Лучшие развлечения для тех, кто уважает диван и интернет.
Альбомы «This Is My Dinner»/«I Also Want to Die in New Orleans»
Sun Kil Moon
Caldo Verde Records
За последние пять лет лицо современного фолка и просто большой поэт грусти Марк Козелек превратился из одного из самых захваленных прессой инди-музыкантов в одного из самых часто пинаемых и находящихся в длительной опале: в частности, издание Pitchfork поставило последним двум альбомам его группы Sun Kil Moon 2.8 и 3.2 из 10 соответственно. Карьера ветерана сцены Козелека и раньше переживала взлёты и падения, но это последнее пике – самое из них несправедливое.
Вышедшие с разницей всего в четыре месяца полуторачасовые пластинки «This Is My Dinner» и «I Also Want to Die in New Orleans», как сообщают критики, делают всё возможное, чтобы поиздеваться над слушателями. Песни здесь длятся по 10, 15 и даже 25 минут; речь в них идёт в лучшем случае о пересказе новости из телевизора о последнем на момент записи массовом расстреле или о надоедливом официанте, встретившемся Козелеку в день написания песни, или о каком-нибудь малозначительном эпизоде из общения с отцом; бубнит всё это Козелек на фоне усыпляющих инструменталов, заигрывающих с джазом и эмбиентом. В альбоме «This Is My Dinner», обладающем оценкой пониже (раньше критики только шутили, что Козелек поёт практически только о том, как завтракал и обедал, а теперь его альбом называется буквально «Это мой ужин»), таких раздражающих элементов особенно много: тут есть, например, песня, в которой Козелека так взбесил шумный больной ребёнок в самолёте, что он решил не только об этом спеть, но и провести половину песни, противно кашляя, как Линда Блэр из «Экзорциста»; ниже по треклисту Козелек исполняет дадаистский кавер на AC/DC, в котором не менее противно визжит, в результате доводя вокальные клише батиного рока до абсурдного предела, как какой-нибудь Тим Хайдекер. В том же 2018 году Козелек выпустил под собственным именем куда более конвенциональную и стройную коллекцию фолк-песен (которая получила в том числе и хороший балл от Pitchfork), и первая интуитивная реакция на эту ситуацию – это вопрос, почему он не мог выпустить под собственным именем коллекцию странных вымученных би-сайдов и дадаистских каверов, а фолк-песням в духе своего классического альбома «Benji» присвоить имя группы из одного человека Sun Kil Moon. Ответ на этот вопрос не тривиален.

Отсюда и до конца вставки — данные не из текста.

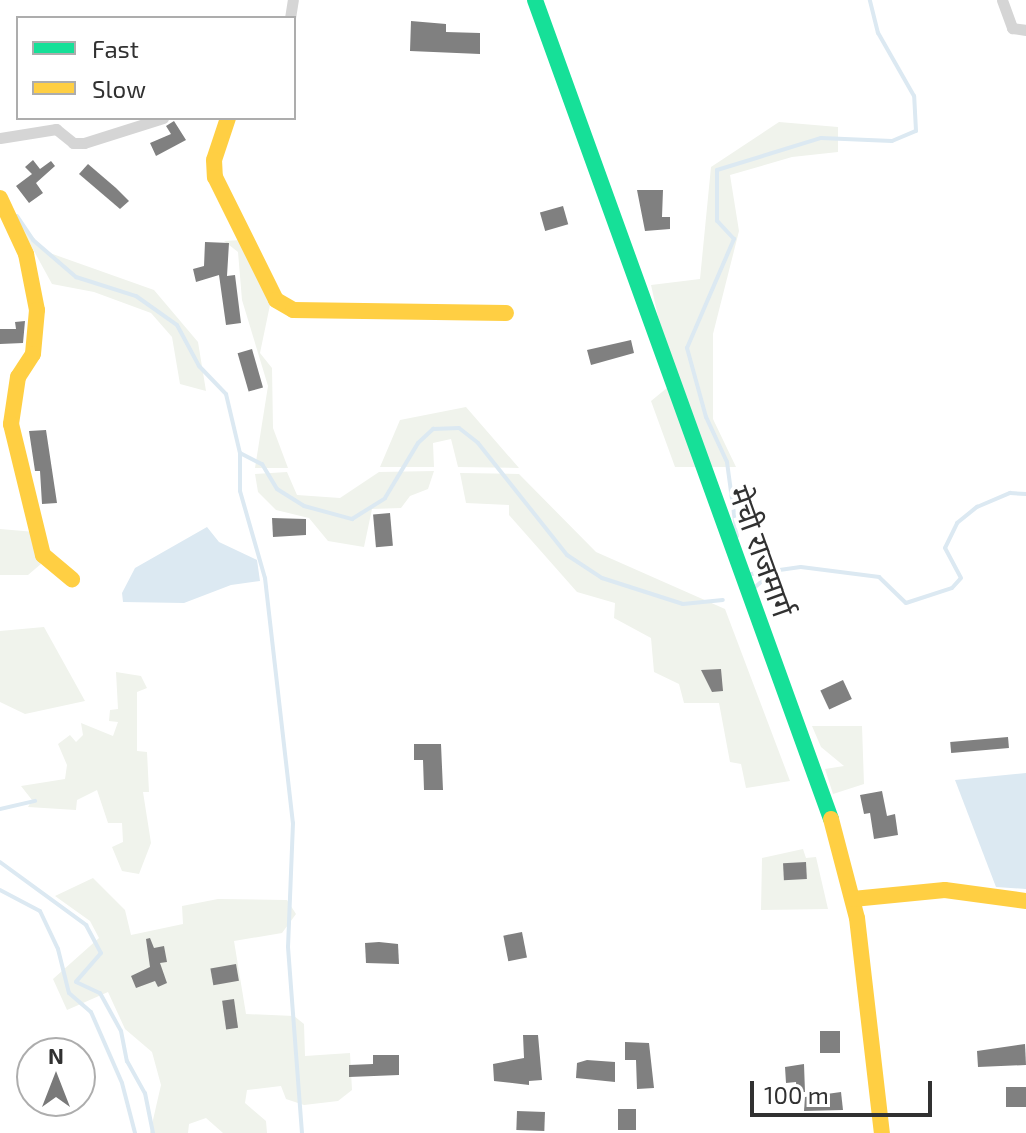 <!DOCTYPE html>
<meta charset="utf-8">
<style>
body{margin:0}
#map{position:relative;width:1026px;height:1133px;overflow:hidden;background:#fff;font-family:"Exo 2","Noto Sans Devanagari",sans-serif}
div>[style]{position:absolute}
.green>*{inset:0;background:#f0f3ec}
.water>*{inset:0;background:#dce9f2}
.stream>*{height:4px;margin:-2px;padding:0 2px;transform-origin:2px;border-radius:2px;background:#dce9f2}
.building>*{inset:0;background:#808080;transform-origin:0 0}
.street>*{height:11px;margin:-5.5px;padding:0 5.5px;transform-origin:5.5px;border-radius:5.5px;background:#d5d5d5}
.fast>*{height:16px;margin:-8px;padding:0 8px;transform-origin:8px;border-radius:8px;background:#16e098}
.slow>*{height:16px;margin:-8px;padding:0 8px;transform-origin:8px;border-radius:8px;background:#ffcf43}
span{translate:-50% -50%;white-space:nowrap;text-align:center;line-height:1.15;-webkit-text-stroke:8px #fff;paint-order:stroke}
.street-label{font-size:30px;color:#313131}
.legend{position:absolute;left:16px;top:16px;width:280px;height:104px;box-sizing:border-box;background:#fff;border:2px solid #adadad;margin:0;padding:10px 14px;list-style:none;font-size:24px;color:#313131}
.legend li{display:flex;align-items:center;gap:16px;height:40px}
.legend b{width:40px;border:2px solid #adadad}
.north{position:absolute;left:16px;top:1037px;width:80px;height:80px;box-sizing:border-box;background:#fff;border:2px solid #adadad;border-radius:50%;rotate:0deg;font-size:22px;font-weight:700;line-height:32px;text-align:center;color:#313131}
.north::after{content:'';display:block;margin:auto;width:28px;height:36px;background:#797979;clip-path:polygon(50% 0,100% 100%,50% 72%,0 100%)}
.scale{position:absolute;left:750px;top:1081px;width:182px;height:36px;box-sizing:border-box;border:4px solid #313131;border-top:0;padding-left:10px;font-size:24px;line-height:28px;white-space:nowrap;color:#313131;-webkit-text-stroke:6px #fff;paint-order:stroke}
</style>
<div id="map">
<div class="green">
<i style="clip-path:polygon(779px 122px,838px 127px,838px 152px,792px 157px,730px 175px,739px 231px,713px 334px,713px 419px,736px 467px,675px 467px,651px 401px,673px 383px,651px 285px,700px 279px,711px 167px)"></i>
<i style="clip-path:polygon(17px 220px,47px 252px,154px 290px,198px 342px,206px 391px,180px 384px,172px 337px,151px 313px,94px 292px,52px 284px)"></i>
<i style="clip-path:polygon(241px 240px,275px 281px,260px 353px,272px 368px,273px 428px,288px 468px,255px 468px,268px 386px,242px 300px,238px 252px,224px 241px)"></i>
<i style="clip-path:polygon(466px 407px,519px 468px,458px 467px,451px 439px,433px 443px,434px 467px,380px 467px,400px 420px)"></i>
<i style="clip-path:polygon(434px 471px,428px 489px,410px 496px,401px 508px,372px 509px,364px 547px,328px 541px,309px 518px,276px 510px,258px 492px,255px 474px,287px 472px,297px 495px,340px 498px,379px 472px)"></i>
<i style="clip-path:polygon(460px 473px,519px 474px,596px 552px,725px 609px,790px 781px,746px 788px,741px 764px,730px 762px,719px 703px,684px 703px,679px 684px,654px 672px,651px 638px,614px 618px,615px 603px,577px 592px,509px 515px,509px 505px,466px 503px)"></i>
<i style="clip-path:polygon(0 529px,35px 532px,48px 558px,28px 575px,0 575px)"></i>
<i style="clip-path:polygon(44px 627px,85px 701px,25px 714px,0 702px,0 631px)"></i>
<i style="clip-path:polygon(116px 672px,141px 676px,147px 688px,137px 692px,137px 751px,147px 752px,149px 792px,143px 792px,151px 843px,139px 874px,122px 871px,112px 847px,123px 842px,122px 823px,108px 823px,97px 790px,77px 800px,76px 810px,28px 807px,32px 800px,21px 786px,65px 779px,67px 765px,58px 744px,70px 735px,76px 742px,83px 735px,81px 723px,113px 736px,118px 722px,109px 721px,110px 710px,118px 709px)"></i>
<i style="clip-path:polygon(812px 726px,862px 726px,864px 784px,833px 794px,825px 769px,844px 766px,821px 747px)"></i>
<i style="clip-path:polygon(803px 849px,806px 858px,816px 857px,828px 909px,761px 910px,762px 858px)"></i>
<i style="clip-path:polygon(93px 878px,125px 910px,131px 935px,183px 924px,182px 906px,218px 899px,287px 900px,296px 914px,282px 933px,234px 941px,246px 1014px,294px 1016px,304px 1024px,305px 1056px,350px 1053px,352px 1090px,338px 1101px,304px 1105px,286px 1099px,281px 1086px,247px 1090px,245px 1103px,266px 1121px,267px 1133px,223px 1133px,206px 1118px,189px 1124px,188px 1133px,150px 1133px,161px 1085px,152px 1052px,125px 1029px,108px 992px,67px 1010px,53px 979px,99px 938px,90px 921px,55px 896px)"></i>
</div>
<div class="water">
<i style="clip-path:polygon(207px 527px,219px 542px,257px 560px,260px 581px,231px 585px,184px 603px,123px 602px,122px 593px,135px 568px)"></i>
<i style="clip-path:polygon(1026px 773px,1026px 889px,996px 887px,955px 780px)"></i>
</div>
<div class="stream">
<i style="left:17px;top:216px;width:29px;rotate:56deg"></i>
<i style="left:33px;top:240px;width:57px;rotate:40.7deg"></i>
<i style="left:76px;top:277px;width:63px;rotate:17.6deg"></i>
<i style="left:136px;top:296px;width:50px;rotate:35.3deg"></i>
<i style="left:177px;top:325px;width:47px;rotate:61.8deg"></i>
<i style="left:199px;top:366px;width:39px;rotate:46deg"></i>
<i style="left:226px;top:394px;width:61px;rotate:76.7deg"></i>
<i style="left:240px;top:453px;width:25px;rotate:27deg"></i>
<i style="left:262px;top:464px;width:29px;rotate:59deg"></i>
<i style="left:277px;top:489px;width:32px;rotate:32deg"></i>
<i style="left:304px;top:506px;width:50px;rotate:15.2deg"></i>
<i style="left:352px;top:519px;width:39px;rotate:-32deg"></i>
<i style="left:385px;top:498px;width:64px;rotate:-59deg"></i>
<i style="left:418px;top:443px;width:21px;rotate:-43deg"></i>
<i style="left:433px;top:429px;width:26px;rotate:-2deg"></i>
<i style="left:459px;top:428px;width:24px;rotate:38deg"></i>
<i style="left:478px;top:443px;width:143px;rotate:51.5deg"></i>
<i style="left:567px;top:555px;width:42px;rotate:33.3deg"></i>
<i style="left:602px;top:578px;width:85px;rotate:17.8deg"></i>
<i style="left:683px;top:604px;width:40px;rotate:-5.7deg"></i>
<i style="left:240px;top:453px;width:38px;rotate:90deg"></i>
<i style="left:240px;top:491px;width:91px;rotate:74deg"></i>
<i style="left:265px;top:578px;width:247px;rotate:83.5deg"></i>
<i style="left:293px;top:823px;width:124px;rotate:92.3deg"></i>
<i style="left:288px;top:947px;width:187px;rotate:85.7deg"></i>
<i style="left:737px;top:536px;width:75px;rotate:-97.7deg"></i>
<i style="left:727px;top:462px;width:50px;rotate:-115deg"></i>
<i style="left:706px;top:417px;width:72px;rotate:-105.4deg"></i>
<i style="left:687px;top:348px;width:119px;rotate:-66.7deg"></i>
<i style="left:734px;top:239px;width:25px;rotate:-133deg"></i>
<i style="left:717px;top:221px;width:51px;rotate:-90deg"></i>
<i style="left:717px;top:170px;width:109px;rotate:-17.1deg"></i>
<i style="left:821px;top:138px;width:71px;rotate:2.4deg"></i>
<i style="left:892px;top:141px;width:26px;rotate:-23deg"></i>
<i style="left:916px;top:131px;width:35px;rotate:-93deg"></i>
<i style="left:914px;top:96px;width:73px;rotate:-119.7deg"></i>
<i style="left:878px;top:33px;width:34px;rotate:-104deg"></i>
<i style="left:751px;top:574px;width:50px;rotate:-8deg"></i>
<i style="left:801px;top:567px;width:79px;rotate:7.3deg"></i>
<i style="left:879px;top:577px;width:37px;rotate:44deg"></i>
<i style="left:906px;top:603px;width:48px;rotate:-18.1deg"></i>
<i style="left:952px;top:588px;width:13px;rotate:-48deg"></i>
<i style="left:961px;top:578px;width:34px;rotate:-118deg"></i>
<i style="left:945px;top:548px;width:28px;rotate:-64deg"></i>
<i style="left:957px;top:523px;width:26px;rotate:-39deg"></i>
<i style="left:977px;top:507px;width:36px;rotate:-23deg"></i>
<i style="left:1010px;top:493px;width:16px;rotate:4deg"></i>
<i style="left:753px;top:589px;width:23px;rotate:-41deg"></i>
<i style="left:0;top:809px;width:36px;rotate:-13deg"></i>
<i style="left:0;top:862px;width:107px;rotate:36.2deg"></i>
<i style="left:86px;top:925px;width:32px;rotate:62deg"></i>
<i style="left:101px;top:953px;width:38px;rotate:131deg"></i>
<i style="left:76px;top:982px;width:26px;rotate:25deg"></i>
<i style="left:100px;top:993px;width:43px;rotate:61.1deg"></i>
<i style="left:121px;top:1031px;width:31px;rotate:79deg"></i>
<i style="left:127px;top:1061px;width:37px;rotate:61deg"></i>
<i style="left:145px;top:1093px;width:41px;rotate:78.7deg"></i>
<i style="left:0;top:890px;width:45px;rotate:27.7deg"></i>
<i style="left:40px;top:911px;width:42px;rotate:64.7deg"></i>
<i style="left:58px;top:949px;width:45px;rotate:76deg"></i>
<i style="left:69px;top:993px;width:29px;rotate:41deg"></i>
<i style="left:91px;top:1012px;width:77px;rotate:66.4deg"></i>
<i style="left:122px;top:1083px;width:52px;rotate:75.4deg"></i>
</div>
<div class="building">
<i style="clip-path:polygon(411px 21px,446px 24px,446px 32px,480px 33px,480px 54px,410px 51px)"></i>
<i style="clip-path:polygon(174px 121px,186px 140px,156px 156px,150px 143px,171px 134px,166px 126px)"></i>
<i style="clip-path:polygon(33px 160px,40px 169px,51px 161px,55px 166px,36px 183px,43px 193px,29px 203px,16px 186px,32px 174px,25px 167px)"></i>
<i style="clip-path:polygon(88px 164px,116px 188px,129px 201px,120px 209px,79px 174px)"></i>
<i style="clip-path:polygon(637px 190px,663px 190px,662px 217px,670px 217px,670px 229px,645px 231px)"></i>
<i style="left:563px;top:206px;width:19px;height:24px;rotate:74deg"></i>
<i style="clip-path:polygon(205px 242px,229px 243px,227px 276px,235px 275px,241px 323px,226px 325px,219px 275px,196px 282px,193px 269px,204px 266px)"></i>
<i style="clip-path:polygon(25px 321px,23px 343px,0 344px,0 329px,16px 329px,15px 322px)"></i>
<i style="clip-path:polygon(631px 340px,634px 353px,591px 365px,587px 350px)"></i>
<i style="left:252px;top:349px;width:40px;height:15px;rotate:74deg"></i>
<i style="clip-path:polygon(46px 430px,57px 503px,42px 504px,40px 471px,35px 471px,29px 431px)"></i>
<i style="left:390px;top:513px;width:33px;height:17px;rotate:85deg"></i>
<i style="clip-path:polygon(272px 518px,306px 519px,306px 535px,273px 537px)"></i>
<i style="clip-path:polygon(721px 669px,723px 691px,712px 692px,701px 670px)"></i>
<i style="left:843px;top:680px;width:21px;height:25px;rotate:65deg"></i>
<i style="left:1008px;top:737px;width:11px;height:58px;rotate:85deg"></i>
<i style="clip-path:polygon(414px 744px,441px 744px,443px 790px,424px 790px,423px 760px,414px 760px)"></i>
<i style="clip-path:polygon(882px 791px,887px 816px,895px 814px,898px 835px,874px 839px,870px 813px,864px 814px,860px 795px)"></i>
<i style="left:806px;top:862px;width:17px;height:23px;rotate:87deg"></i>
<i style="left:522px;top:932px;width:26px;height:19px;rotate:79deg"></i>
<i style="clip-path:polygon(150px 938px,154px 948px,164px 946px,167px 962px,160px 963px,167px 983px,158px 987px,155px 981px,136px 988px,131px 976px,150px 967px,146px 939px)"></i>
<i style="clip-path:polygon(379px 942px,398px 944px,399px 964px,366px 963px,365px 943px)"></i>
<i style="left:236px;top:964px;width:17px;height:26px;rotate:80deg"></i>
<i style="left:234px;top:999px;width:29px;height:12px;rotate:82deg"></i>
<i style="left:820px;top:1031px;width:20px;height:22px"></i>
<i style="clip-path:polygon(523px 1035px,538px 1035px,542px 1080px,529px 1081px,529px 1085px,494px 1081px,493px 1064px,524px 1058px)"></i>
<i style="clip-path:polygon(625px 1042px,649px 1043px,654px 1088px,637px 1089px,636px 1060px,625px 1060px)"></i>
<i style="clip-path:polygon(1025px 1044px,1026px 1065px,978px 1067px,977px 1051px)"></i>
<i style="clip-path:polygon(373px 1055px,399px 1055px,399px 1075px,349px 1077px,349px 1065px,373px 1064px)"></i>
<i style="clip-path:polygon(587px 1060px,615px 1062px,615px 1082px,576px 1078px,577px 1063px)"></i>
<i style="clip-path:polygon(804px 1064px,805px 1092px,797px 1092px,796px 1082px,786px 1083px,785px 1067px)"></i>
<i style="left:1006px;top:1087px;width:20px;height:20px"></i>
<i style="clip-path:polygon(841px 1092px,843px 1110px,804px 1111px,805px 1097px)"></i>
<i style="left:636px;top:1109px;width:21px;height:18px;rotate:90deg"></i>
<i style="left:517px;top:1111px;width:28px;height:19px;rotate:2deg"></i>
</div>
<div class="street">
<i style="left:1002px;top:0;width:30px;rotate:70deg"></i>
<i style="left:1012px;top:28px;width:14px;rotate:8deg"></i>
<i style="left:290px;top:18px;width:18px;rotate:-81deg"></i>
<i style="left:0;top:138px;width:57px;rotate:-9.1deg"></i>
<i style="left:56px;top:129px;width:22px;rotate:39deg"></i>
<i style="left:73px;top:143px;width:11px"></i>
<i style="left:84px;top:143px;width:83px;rotate:-17.6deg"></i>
</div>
<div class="fast">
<i style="left:535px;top:0;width:871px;rotate:70.13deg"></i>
</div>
<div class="slow">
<i style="left:228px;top:118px;width:44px;rotate:108.4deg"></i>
<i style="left:214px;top:160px;width:17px;rotate:87deg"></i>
<i style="left:215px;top:177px;width:137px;rotate:63.6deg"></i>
<i style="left:276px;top:300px;width:20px;rotate:30deg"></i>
<i style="left:293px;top:310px;width:213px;rotate:0.8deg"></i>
<i style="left:0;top:198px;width:62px;rotate:65.1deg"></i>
<i style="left:26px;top:254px;width:57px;rotate:78.9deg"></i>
<i style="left:37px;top:310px;width:44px;rotate:95.2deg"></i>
<i style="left:33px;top:354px;width:27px;rotate:123deg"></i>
<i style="left:18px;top:377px;width:48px;rotate:98.5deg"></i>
<i style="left:11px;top:424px;width:135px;rotate:76.3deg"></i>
<i style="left:43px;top:555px;width:38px;rotate:40deg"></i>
<i style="left:831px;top:819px;width:102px;rotate:75.3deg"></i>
<i style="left:857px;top:918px;width:216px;rotate:83.4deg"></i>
<i style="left:853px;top:899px;width:92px;rotate:-5.6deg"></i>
<i style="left:945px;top:890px;width:82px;rotate:7.7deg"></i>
</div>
<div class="street-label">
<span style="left:762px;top:551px;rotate:70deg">मेची राजमार्ग</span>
</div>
<ul class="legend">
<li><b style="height:10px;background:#16e098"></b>Fast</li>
<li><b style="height:10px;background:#ffcf43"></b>Slow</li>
</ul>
<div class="north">N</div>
<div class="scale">100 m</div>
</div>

Новый полноформатник «I Also Want to Die in New Orleans» как раз и был изначально анонсирован как новый альбом певца под собственным именем, а уже накануне выхода был переименован в альбом Sun Kil Moon. Звучное название пластинки Козелек придумал не сам, а позаимствовал у хоррор-рэперов Suicide Boys, и на эту деталь критики тоже любят указывать как на признак лени артиста. В искусстве, разумеется, количество затраченных художником физических усилий совершенно не обязательно пропорционально художественному успеху, и на чехарду с названием альбома и выбором псевдонима необходимо смотреть как на свидетельство большой уверенности Козелека в трудном материале. Выпустить очередную коллекцию хороших грустных фолк-песен под именем Sun Kil Moon было бы логичнее, но по сравнению с альбомом «Benji» именно эти песни и есть би-сайды; выпустить под основным псевдонимом бесструктурный, малопроницаемый мамблкор – это, если разобраться, настоящий художественный риск и сознательный поиск новых форм. Хорошая новость в том, что в последнем альбоме «I Also Want to Die in New Orleans» эту новую форму артист находит гораздо успешнее и последовательнее и с гораздо более эффективным художественным результатом, чем могло показаться издалека.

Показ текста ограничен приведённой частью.